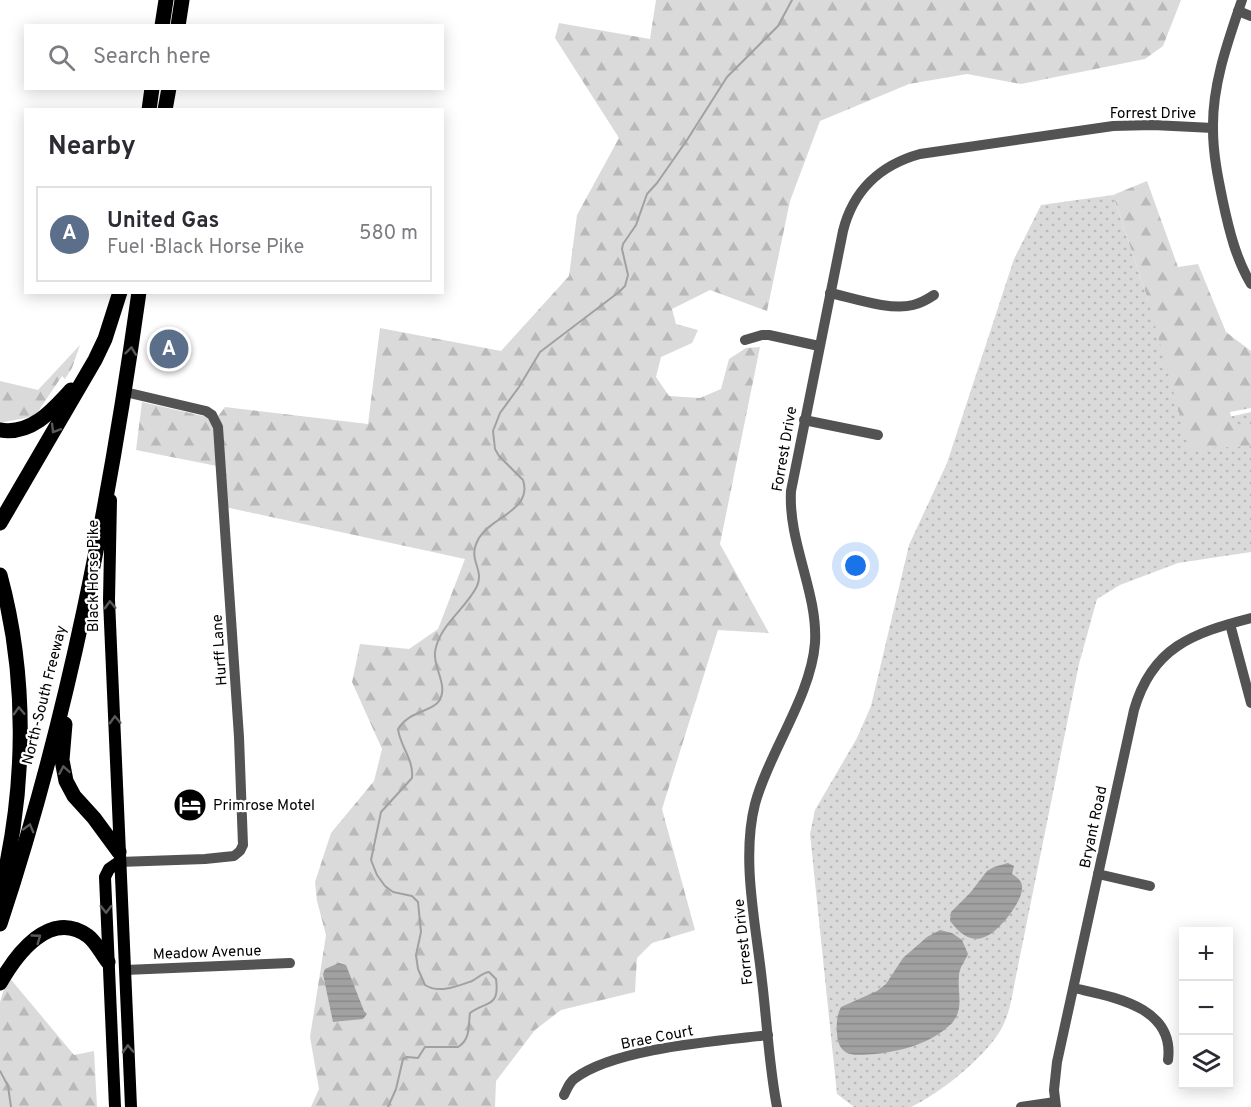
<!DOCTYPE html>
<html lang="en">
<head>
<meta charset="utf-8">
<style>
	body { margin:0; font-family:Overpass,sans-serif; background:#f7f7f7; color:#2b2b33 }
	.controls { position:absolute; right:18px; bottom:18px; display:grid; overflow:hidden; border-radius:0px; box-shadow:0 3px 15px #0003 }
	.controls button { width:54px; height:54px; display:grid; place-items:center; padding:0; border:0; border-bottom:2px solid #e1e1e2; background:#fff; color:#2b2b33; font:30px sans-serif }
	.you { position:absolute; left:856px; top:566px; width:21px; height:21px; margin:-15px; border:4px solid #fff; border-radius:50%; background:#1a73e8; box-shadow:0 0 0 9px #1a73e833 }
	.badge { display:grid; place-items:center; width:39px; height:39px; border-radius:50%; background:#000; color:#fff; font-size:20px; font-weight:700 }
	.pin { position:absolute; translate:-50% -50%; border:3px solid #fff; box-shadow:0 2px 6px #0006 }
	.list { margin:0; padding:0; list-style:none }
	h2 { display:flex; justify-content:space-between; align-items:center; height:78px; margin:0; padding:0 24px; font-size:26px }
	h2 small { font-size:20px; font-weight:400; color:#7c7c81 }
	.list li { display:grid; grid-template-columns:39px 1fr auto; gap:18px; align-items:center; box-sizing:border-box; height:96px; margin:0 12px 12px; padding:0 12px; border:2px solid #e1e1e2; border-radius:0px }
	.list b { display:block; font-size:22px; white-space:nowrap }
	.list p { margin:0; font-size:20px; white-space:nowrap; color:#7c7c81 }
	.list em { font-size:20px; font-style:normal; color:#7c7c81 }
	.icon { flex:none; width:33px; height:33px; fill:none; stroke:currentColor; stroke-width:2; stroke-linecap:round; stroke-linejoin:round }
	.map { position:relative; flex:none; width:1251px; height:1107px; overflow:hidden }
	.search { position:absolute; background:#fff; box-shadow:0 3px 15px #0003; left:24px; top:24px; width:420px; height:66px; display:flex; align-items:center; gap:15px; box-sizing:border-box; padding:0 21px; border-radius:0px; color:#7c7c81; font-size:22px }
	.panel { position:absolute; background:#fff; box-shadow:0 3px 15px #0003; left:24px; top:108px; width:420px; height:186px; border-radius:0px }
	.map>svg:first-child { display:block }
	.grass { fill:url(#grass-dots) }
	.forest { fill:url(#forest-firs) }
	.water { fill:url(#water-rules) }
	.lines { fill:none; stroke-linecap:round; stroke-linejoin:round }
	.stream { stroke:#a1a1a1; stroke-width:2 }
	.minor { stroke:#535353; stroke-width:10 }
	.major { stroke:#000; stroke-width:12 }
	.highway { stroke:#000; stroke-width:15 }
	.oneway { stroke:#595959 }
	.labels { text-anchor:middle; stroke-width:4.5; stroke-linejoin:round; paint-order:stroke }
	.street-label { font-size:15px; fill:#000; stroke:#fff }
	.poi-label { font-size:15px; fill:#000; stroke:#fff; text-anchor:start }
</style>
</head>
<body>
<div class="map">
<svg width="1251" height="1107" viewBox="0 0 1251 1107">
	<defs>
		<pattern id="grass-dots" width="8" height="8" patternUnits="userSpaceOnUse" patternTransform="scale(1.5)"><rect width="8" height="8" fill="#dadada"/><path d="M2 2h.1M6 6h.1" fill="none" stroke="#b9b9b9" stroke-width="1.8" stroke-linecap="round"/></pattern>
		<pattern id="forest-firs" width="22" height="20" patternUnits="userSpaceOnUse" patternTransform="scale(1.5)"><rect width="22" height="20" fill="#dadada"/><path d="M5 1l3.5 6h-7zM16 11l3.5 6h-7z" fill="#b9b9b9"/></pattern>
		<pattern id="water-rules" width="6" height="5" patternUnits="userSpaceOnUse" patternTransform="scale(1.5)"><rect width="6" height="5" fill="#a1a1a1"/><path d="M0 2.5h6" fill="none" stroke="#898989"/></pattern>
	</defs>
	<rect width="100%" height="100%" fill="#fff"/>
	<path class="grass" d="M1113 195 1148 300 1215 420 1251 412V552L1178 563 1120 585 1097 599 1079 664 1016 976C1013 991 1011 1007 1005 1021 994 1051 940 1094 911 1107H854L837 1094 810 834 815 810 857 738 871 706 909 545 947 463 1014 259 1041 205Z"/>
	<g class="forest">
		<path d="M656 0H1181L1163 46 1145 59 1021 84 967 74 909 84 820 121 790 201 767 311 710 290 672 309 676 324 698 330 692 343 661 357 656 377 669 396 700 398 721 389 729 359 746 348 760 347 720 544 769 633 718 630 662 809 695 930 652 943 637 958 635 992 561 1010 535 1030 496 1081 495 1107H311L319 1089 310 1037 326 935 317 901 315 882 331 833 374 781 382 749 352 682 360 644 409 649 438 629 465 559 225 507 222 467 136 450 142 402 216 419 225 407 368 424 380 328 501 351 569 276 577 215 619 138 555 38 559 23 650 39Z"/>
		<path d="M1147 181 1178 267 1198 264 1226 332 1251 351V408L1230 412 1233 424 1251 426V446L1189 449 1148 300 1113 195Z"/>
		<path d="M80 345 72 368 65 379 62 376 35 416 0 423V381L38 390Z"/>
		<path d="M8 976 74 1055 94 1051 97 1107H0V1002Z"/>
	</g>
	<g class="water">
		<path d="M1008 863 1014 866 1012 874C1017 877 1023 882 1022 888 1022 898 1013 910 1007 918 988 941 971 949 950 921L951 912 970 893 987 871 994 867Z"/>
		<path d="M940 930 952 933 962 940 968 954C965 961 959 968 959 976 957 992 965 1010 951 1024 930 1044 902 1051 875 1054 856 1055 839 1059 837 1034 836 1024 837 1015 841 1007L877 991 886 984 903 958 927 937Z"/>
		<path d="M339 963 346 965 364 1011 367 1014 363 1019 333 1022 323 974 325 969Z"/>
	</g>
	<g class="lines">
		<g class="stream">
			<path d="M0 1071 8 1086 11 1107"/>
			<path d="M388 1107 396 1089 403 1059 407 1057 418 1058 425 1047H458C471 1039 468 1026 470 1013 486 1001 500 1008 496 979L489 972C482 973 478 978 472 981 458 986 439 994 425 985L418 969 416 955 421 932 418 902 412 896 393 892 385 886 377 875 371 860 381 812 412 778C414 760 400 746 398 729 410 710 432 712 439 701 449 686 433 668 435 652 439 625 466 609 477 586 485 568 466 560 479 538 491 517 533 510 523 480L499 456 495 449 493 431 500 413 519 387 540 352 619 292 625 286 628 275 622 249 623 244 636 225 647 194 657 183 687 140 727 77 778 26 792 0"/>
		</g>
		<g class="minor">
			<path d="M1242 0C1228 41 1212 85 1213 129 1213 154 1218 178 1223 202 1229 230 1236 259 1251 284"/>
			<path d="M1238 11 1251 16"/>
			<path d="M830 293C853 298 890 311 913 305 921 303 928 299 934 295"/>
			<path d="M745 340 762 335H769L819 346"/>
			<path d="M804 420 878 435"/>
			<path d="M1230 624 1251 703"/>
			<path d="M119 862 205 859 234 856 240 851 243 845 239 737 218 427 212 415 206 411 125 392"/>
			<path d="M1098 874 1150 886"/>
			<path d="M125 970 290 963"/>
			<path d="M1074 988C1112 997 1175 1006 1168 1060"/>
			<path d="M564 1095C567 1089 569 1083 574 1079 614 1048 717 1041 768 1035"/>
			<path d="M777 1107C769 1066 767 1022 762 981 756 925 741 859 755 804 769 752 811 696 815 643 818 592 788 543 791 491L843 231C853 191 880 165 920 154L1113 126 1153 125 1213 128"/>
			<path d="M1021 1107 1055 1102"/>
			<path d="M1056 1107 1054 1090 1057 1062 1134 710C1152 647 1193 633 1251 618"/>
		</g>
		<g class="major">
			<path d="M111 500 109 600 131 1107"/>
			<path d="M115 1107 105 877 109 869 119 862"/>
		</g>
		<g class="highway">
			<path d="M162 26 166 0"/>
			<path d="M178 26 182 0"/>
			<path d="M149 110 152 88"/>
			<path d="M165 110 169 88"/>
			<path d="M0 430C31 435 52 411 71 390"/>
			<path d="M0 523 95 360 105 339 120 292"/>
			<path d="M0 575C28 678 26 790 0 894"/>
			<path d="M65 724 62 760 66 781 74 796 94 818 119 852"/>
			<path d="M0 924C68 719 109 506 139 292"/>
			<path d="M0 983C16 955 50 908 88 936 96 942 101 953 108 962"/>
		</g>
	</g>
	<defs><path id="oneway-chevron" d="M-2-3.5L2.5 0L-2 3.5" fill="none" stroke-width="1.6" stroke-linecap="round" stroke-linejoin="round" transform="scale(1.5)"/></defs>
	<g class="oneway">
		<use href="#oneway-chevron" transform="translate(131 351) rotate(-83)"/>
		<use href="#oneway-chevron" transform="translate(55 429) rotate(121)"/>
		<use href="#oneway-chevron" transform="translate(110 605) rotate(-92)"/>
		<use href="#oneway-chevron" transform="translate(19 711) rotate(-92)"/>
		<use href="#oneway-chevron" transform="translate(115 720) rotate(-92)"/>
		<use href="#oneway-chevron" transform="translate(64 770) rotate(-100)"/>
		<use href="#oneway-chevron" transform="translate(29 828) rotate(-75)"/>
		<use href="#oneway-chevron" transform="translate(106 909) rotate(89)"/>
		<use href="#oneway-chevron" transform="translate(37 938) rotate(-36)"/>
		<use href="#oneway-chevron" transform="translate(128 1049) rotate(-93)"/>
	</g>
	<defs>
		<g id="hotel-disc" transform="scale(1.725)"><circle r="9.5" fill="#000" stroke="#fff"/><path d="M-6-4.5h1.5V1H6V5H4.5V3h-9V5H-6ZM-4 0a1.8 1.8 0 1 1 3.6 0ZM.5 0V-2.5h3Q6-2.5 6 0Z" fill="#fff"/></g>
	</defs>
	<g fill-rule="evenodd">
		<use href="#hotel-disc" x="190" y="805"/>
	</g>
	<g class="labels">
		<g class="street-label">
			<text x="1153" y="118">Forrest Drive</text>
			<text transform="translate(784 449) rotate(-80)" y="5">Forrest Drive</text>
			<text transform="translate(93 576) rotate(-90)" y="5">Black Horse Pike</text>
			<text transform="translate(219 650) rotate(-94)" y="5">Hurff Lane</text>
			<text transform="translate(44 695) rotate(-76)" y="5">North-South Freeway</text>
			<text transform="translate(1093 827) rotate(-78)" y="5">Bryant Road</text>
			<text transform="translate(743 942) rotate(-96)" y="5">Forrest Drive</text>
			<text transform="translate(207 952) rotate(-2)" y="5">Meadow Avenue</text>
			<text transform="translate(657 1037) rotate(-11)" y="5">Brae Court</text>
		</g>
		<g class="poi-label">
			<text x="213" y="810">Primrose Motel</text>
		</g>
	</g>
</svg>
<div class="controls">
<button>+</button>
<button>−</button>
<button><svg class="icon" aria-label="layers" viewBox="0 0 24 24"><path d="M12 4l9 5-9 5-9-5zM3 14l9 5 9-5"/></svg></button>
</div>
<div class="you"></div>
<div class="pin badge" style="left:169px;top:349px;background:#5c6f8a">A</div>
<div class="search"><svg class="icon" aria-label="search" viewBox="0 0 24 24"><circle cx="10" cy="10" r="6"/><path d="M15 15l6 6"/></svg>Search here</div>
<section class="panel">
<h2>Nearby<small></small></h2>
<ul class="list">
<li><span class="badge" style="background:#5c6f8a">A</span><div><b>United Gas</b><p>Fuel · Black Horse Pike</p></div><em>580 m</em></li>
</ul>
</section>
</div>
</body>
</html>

■ EXERCISE DESCRIPTION
Starting with the first line of the data above and ending with the line containing "position:absolute; right:18px; bottom:18px;", please restate every line exactly, leaving images out.

■ REPLY
<!DOCTYPE html>
<html lang="en">
<head>
<meta charset="utf-8">
<style>
	body { margin:0; font-family:Overpass,sans-serif; background:#f7f7f7; color:#2b2b33 }
	.controls { position:absolute; right:18px; bottom:18px; display:grid; overflow:hidden; border-radius:0px; box-shadow:0 3px 15px #0003 }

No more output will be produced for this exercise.